We want to make things right when tragedy strikes, and there's a ferocity that accompanies such desire for many of us. I see it in my father's wife who will bake a blueberry pie when she hears that one of the grandkids has a fever and sore throat. We can blame this ferocity for all the meal train frenzies and phone calls when there's been a Situation. We must do something. We have to do something with these burdens, don't we? We passionately tell ourselves in the hours and days of tragedy's aftermath: We can, sure as hell, lose some sleep, keep vigil, light a candle, cook a meal, send a card, network, make phone calls, send texts. We can, sure as hell, pray. And we're telling ourselves the truth. And we're drawn toward different remedies, you and I, all helpful in their own ways. My way, last week, was to humbly gather a group of women around the bed of a precious little girl, a mother's baby, a girl who at times felt like all-of-us-mothers' baby, who had only a few more hours left on life support.

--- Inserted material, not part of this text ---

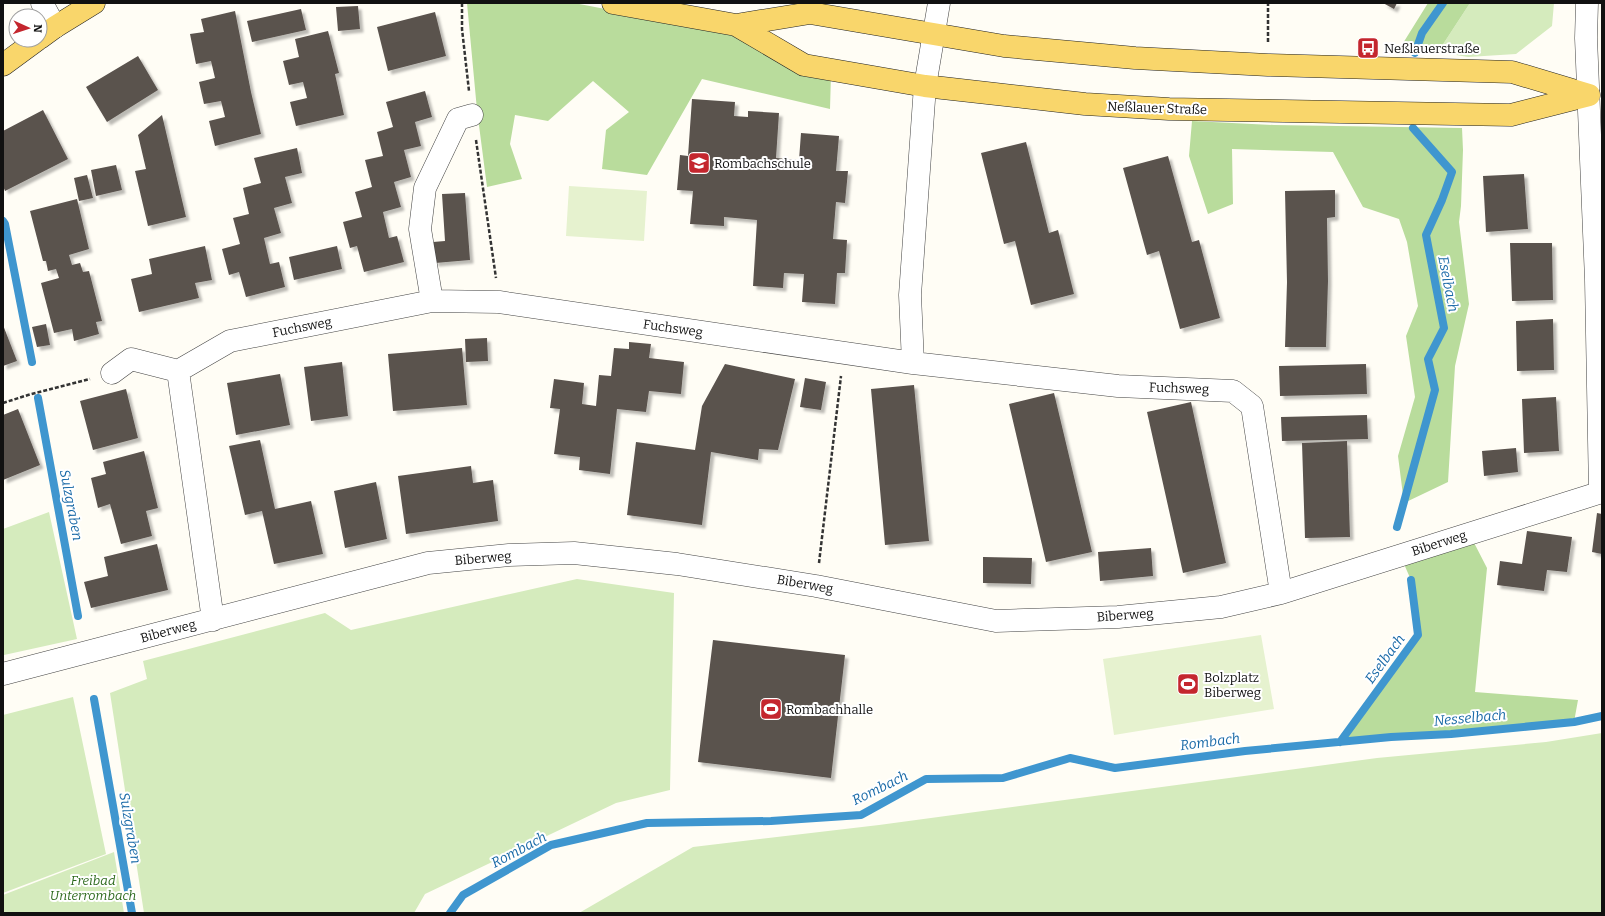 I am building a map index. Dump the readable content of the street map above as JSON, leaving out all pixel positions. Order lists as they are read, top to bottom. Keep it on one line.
{"streets":{"main road":["Neßlauer Straße"],"street":["Fuchsweg","Biberweg"]},"crossings":[["Fuchsweg","Biberweg"]],"water":["Eselbach","Sulzgraben","Nesselbach","Rombach"],"parks":["Freibad Unterrombach"],"places":{"bus stop":["Neßlauerstraße"],"school or university":["Rombachschule"],"sports":["Bolzplatz Biberweg","Rombachhalle"]},"north":"right"}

This work of burden bearing is manageable when we do it together. We can, together, try to assuage a family's grief with meals, cards, prayers, thoughts, hugs. But alone? Alone it is almost unbearable, this burden of tragedy. With four women and two distraught parents, we could stand beside the bed of one so small and cry and pray and sing with them in such a way that heaven seemed very close to us, touching us on the ear. We could bend our necks and lean in, straining for its sound. It's the same with the meals and the cards and the simple Showing Up, each instance a physical reminder that Heaven Sees and Heaven Weeps.

There are times I'm so saturated with news of tragedy that I become numb to it. Small losses far away aren't always registered fully in our psyches. But those tragedies on a larger scale (the Newtown shooting, 9/11, the 300 Nigerian daughters kidnapped and auctioned off as sex slaves under the guise of "marriage")--it's like we can't help but pick them up, you and I. And when the family on the other side of town loses a child, when the first-grader in the next school district over loses a mother, when we've prayed alongside family and community for hours while we wait for a brain or heart to liven again and it doesn't, we can't help but bear witness to these losses because, now, we own them.

I'm so glad to have you. I'm glad the Miller family has you. Carrying a burden alone is the work of the courageous and lonely. Bearing them together is the work of the comforters and balm to the comforted.

And here's what I'm thinking for us, our community of Burden Bearers: Let's get even better at going the distance over the months and years for those in the wake of tragedy. That have-to-do-something ferocity wanes sometimes after the ground, once all strewn with debris, is cleaned up after the storm. Let's continue to demonstrate that We Remember on birthdays and anniversaries and would-have-been high school graduations. I'm not so good at that myself, and sometimes I'm just too plain scared at the possibility of saying the wrong thing at the wrong time, creating more pain. But I suspect it's as simple as mentioning a memory or an inside joke or even just the loved-one's name. Maybe it looks like giving space for the memories and questions of the grieving to be voiced and responded to. Maybe it looks like--twelve months from now, two years from now--offering an ear in the grocery store aisle or in a shades-drawn living room or in the middle of a dark night.

At any rate, let's keep finding out.